Chapter 7: The Transformation of Hip- Hop

July 10, 2009
Hip- Hop and Culture
Professor Ryan
Analysis



Chapter 7: The World is Ours: Survival and Transformation of Bronx Style
In Chapter 7: The World is Ours: Survival and Transformation of Bronx Style of the book titled "Hip- Hop: New Generation" by author Jeffery Chang; discusses how B- Boying/ B- Girling and Graffiti crews began to fade- out in the late 70's and early 80's and were exchanged for gangs, prisons were built, which both gangs and prison life lead to death. He also went into details of what came with this transformation/transition for Bronx, New York in this time period of the Hip- Hop culture, which wasn't good for the inner city in some aspect (pp. 127).
Latter in the chapter Chang discusses what the new decade had brought for the Bronx and the United States, which was commerical success of making Hip- Hop worldwide of the passing of tapes or bootleg cassettes. These "live bootleg cassette tapes of Kool Herc, Afrika Bambaata, Grand Master Flash and Furious 5, L Brothers, the Cold Crush, the Brothers and others were freestyle of OJ Cabs that took folks across the city. The tapes were soon, passed hand to hand in the African Americans and Hispanic neighborhoods of Brooklyn, the Lower East Side, Queens and Long Island' s black belt"(pp. 127, 131, 133).

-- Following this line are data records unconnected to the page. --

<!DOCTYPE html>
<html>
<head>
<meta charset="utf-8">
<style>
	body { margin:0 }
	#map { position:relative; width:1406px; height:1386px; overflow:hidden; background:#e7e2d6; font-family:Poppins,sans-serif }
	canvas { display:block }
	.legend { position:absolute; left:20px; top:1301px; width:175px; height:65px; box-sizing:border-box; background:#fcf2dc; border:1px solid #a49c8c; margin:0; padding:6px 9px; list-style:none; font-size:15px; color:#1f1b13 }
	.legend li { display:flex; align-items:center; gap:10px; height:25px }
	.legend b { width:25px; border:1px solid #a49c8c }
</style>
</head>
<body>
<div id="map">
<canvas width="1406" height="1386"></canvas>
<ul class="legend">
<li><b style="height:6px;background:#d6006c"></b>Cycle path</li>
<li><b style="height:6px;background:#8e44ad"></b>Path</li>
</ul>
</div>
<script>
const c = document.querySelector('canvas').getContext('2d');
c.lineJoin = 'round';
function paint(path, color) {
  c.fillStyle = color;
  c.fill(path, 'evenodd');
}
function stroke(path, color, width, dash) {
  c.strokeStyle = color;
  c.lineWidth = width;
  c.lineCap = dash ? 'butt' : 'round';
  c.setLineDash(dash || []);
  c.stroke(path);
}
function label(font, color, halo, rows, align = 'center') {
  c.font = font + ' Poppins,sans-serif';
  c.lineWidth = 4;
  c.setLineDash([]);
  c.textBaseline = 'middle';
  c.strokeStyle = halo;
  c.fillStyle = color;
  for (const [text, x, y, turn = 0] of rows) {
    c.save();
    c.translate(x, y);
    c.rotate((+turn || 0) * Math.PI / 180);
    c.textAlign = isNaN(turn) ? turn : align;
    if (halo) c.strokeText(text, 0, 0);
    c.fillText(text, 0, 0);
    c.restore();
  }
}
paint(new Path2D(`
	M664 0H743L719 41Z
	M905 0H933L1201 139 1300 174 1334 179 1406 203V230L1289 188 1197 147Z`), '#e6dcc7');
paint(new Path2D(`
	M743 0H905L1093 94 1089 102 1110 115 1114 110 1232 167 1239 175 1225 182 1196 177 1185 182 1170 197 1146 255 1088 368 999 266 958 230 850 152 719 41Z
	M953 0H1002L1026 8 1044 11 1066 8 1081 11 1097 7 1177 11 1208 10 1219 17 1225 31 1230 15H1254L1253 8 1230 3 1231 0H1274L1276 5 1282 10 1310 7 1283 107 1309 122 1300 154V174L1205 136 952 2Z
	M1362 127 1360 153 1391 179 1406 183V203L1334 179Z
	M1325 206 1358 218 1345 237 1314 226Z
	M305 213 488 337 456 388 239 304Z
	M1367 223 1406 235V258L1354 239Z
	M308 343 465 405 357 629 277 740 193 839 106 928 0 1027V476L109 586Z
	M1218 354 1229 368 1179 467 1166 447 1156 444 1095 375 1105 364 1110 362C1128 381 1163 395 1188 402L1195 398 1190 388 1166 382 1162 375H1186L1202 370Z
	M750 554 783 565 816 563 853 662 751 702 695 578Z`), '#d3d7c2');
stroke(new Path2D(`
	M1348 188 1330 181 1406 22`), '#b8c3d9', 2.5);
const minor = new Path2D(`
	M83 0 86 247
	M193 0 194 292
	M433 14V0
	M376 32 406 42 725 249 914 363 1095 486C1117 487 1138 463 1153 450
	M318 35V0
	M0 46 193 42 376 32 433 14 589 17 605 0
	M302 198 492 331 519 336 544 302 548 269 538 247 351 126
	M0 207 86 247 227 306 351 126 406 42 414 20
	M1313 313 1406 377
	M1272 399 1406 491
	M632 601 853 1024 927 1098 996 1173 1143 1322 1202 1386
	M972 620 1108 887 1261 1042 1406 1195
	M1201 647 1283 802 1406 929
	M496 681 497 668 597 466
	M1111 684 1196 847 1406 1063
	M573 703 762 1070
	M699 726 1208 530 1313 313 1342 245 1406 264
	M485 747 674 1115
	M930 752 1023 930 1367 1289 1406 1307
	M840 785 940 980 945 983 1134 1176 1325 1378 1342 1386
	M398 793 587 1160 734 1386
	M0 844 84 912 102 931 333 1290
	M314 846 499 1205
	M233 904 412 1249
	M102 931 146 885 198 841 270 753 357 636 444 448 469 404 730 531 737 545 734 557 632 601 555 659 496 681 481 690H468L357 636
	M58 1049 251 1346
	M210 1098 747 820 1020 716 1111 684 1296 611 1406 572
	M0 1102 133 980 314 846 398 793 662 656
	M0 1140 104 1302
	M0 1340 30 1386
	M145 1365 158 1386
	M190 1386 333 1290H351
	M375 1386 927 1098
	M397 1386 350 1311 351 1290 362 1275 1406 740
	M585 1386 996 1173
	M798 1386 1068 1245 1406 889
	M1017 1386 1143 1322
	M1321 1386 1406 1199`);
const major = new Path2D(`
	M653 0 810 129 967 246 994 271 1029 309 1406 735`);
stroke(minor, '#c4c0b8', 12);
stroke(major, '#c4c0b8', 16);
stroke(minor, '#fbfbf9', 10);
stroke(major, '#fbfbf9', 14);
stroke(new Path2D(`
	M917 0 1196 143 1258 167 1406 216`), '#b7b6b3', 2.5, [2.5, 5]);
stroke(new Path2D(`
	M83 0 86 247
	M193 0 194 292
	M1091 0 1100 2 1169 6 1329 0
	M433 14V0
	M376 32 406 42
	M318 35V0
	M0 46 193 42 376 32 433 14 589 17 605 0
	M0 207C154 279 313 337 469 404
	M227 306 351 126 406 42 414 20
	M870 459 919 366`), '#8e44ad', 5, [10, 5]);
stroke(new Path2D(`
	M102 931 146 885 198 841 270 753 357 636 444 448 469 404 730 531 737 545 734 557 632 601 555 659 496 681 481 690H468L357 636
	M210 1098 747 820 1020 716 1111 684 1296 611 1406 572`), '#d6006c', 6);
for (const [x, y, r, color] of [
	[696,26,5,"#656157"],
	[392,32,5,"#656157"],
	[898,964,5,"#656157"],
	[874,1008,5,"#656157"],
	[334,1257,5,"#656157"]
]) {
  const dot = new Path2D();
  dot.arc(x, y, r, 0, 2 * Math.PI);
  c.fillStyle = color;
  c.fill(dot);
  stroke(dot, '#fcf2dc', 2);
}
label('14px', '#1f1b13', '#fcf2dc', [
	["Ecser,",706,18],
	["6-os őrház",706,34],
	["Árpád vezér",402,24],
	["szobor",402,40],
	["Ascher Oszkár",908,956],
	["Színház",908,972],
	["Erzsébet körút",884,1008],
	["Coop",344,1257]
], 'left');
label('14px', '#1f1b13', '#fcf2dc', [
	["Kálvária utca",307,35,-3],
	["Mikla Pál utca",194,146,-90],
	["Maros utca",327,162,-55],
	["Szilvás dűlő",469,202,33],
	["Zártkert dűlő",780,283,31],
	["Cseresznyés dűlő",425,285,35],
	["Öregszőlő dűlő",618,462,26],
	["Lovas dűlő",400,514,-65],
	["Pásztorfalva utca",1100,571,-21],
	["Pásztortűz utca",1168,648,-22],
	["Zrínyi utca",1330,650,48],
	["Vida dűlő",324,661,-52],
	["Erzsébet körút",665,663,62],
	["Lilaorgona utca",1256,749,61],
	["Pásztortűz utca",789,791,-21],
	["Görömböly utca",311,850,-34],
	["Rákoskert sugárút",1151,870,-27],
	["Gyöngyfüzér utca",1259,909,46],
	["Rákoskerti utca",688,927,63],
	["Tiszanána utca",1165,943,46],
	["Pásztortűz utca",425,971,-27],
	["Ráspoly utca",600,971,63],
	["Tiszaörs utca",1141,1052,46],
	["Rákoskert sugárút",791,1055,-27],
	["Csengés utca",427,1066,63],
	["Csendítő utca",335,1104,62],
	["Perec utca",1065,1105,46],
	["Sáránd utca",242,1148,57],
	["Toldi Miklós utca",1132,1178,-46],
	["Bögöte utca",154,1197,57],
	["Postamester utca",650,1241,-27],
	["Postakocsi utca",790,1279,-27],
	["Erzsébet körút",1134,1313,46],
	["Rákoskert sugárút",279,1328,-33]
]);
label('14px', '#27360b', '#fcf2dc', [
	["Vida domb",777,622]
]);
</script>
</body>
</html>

In addition to this chapter, Chang briefly spoke about "The Distribution" which talks about the drug trade (pp. 127- 129), "The Endrun" and how it involved NYCPD poising as neighborhood drug dealers; who pinned drug gangs against one another and watch them rat/tell on one another or even wrost kill one another for the satisfactory of ending the corruption and existence of drug wars (pp. 129- 134).